Aqui, abro um parêntese para dizer que era provável que o Coronel Diogo Lopes já tivesse aberto um caminho entre a Barra do Corda e uma de suas fazendas situadas na região em que surgiria mais tarde a Povoação do Curador. Aliás, esta afirmação foi depois confirmada pelo engenheiro e deputado provincial caxiense Teixeira Mendes, em debate na Assembleia. Este Coronel, juntamente com familiares seus, foram os primeiros ocupantes das terras da região conhecida como Mata do Japão de Dentro em 1849, e uma de suas fazendas era justamente a Data Santa Maria, em cujas terras a cidade de Presidente Dutra (ex-Curador), foi assentada. A Fazenda Santa Maria do Japão era um dos pontos por onde a picada passaria, seguindo depois rumo a Caxias. Por sua vez, a sua Fazenda São Marcos, estava situada no povoado Campo Largo, localizado em região mais ao sul do território barra-cordense, e com ligação antiga com a vila de Barra do Corda, é provável que ele conhecesse, como ninguém, o rumo a ser seguido, além de já ter boa parte do caminho aberto para o seu próprio trânsito e dos seus rebanhos. Entretanto, como já afirmei algumas linhas atrás, a sua proposta foi recusada. E o governo se meteu em uma encrenca sem tamanho, uma vez que o novo contratado utilizou parte significativa dos recursos previstos no orçamento (2:130$100 réis), e abriu apenas 16 léguas de picada, cerca de noventa e seis quilômetros. Todavia, o problema não ficaria somente aí. A questão maior é que a picada aberta sob a direção do Diretor dos índios tomou um rumo diferente daquele que era o ideal, e foi dar em uma região de topografia muito acidentada, fazendo com que os recursos aplicados fossem perdidos na sua totalidade.

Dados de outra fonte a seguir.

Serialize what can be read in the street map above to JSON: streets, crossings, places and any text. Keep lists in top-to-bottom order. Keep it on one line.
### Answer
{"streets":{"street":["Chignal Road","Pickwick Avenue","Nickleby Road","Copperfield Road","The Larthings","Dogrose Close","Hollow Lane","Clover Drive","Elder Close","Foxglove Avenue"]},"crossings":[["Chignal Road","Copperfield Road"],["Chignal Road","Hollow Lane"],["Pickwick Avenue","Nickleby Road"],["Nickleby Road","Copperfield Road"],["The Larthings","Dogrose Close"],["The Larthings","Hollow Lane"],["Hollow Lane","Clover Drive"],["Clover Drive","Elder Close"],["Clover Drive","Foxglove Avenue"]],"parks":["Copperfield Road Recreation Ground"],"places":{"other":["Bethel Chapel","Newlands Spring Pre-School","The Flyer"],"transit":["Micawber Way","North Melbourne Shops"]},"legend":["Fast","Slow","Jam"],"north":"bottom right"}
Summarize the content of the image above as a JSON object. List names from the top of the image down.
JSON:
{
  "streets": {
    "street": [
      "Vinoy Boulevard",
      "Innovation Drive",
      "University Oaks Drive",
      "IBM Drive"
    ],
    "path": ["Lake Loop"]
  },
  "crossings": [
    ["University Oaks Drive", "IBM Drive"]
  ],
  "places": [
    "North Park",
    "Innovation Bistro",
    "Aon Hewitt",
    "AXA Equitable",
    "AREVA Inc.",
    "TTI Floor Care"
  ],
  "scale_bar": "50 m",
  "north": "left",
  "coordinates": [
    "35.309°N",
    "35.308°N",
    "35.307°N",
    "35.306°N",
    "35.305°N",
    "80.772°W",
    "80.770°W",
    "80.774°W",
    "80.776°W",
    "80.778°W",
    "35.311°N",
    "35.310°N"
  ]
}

Somente depois disto, foi que o Presidente da Província enviou um engenheiro para região, com a missão de realinhar a picada, colocando-a no rumo predeterminado. É o próprio Presidente da Província quem nos dá conta disto: “Incumbi o Eng. João Nunes de Campos de fazer a competente arrumação, para que a estrada não se alongue mais do que for aconselhado pelos acidentes dos terrenos porque tiver que passar... Segundo informou o dito engenheiro já se havia dado começo à arrumação” - Jornal Publicador Maranhense.

E a obra que era para durar apenas dois meses, segundo exigências do Presidente da Província, se arrastou lentamente, parando algumas vezes por insubordinação dos índios responsáveis pelo trabalho braçal, para depois ser retomada, e outra vez ser paralisada. E assim, foi a mesma acontecendo lentamente até que, tendo o Barão de Coroatá substituído temporariamente a Presidência da Província em 1857, e alegando dificuldades com as finanças públicas, determinou a suspensão definitiva da obra. (Final da primeira parte)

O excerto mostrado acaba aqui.